Revival is occasionally spoken of as a rending of the heavens. This dramatic phrase conveys the idea of God’s powerful intervention in a time of revival. So Isa 64:1 – ‘Oh, that you would rend the heavens and come down.’ This verse emphasises the uselessness of human effort to produce revival; what is needed is a manifestation of divine power, as pictured by an opening of the heavens.
Closely related to this is the idea of a divine visitation. One way of expressing God’s gracious intervention is to say that “he has visited…his people” (Lk 1:68, NASV etc.). The other side of this is that revival is a return to God by his people (Hos 6:1).
A further biblical picture of revival is that of fire. It was, of course a prophecy of John the Baptist concerning Jesus that he would baptise ‘with the Holy Spirit and with fire’, and this prediction was fulfilled (but not exhausted) on the day of Pentecost, when tongues ‘as of fire’ rested on the believers present.
More – much more – might be said about the context and implications of this biblical material on revival. But perhaps enough has been said for the moment to indicate that those who can teach should teach it, and that those who can pray should pray for it.
Although the concept of revival is rooted deeply in biblical teaching, the word itself, as consistently applied to this concept, is fairly recent. According to the Oxford English Dictionary, the term revival to denote ‘a general reawakening of or in religion in a community or some part thereof’ was first used by Cotton Mather, who wrote in 1702 of ‘a notable revival of religion’ in Leicester under the ministry of the 17th-century preacher Francis Higginson.

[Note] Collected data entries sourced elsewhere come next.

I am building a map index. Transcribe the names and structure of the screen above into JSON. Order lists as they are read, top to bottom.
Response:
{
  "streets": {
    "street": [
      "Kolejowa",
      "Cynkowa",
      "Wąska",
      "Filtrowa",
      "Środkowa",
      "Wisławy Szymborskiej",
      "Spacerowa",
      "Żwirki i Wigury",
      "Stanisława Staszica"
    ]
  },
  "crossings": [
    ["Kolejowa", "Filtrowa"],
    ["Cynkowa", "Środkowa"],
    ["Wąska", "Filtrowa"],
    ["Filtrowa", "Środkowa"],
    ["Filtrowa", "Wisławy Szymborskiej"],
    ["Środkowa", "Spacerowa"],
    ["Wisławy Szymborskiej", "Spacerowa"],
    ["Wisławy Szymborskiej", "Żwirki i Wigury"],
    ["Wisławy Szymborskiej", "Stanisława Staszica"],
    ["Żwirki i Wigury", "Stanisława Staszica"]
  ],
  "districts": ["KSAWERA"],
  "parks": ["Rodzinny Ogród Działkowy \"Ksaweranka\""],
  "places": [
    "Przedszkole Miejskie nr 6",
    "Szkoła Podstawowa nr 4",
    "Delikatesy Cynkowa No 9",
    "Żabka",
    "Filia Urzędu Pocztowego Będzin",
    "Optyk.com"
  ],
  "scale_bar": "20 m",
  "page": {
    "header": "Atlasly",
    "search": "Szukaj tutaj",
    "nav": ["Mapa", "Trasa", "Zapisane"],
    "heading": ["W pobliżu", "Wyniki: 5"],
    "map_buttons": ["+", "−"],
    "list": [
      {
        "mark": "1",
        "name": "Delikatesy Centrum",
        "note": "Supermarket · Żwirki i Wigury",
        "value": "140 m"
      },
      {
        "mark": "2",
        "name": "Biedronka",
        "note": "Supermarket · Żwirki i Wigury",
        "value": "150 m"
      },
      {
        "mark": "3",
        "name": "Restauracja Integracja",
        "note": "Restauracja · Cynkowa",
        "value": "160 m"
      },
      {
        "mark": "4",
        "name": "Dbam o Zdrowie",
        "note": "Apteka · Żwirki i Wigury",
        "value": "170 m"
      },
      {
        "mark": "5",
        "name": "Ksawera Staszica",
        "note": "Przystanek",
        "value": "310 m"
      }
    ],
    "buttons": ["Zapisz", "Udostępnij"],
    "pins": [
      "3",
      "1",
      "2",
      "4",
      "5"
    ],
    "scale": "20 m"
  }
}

Over the years, various attempts have been made to define revival. According to one 19th-century Scottish theologian, revival:-
‘properly consists in these two things:- a general impartation of new life, and vigour, and power, to those who are already of the number of God’s people; and a remarkable awakening and conversion of souls who have hitherto been careless and unbelieving: in other words, it consists in new spiritual life imparted to the dead, and in new spiritual health imparted to the living.’ (Buchanan, The Holy Spirit, 227.)
According to the wise and sensible W.B. Sprague:-
‘wherever…you see religion rising up from a state of comparative depression to a tone of increased vigor and strength; wherever you see professing Christians becoming more faithful to their obligations, and behold the strength of the church increased by fresh accessions of piety from the world; there is a state of things which you need not hesitate to denominate a revival of religion.’ (Lectures on revivals, 7f.)
Edwin Orr, the great modern chronicler of revivals, often referred to them as ‘Evangelical Awakenings’. He wrote:-
‘an Evangelical awakening is a movement of the Holy Spirit in the Church of Christ bringing about a revival of New Testament Christianity…The main effect is always the repetition of the phenomena of the Acts of the Apostles…An Evangelical Awakening may be said to effect the revitalizing of the lives of nominal Christians, and of bringing outsiders into vital touch with the divine dynamic causing every such Awakening – the Spirit of God.’ (The light of the nations, 265.)
A leading contemporary evangelical thinker defines revival as:-
‘God’s quickening visitation of his people, touching their hearts and deepening his work of grace in their lives.’ (Packer, in New Dictionary of Theology, 588.)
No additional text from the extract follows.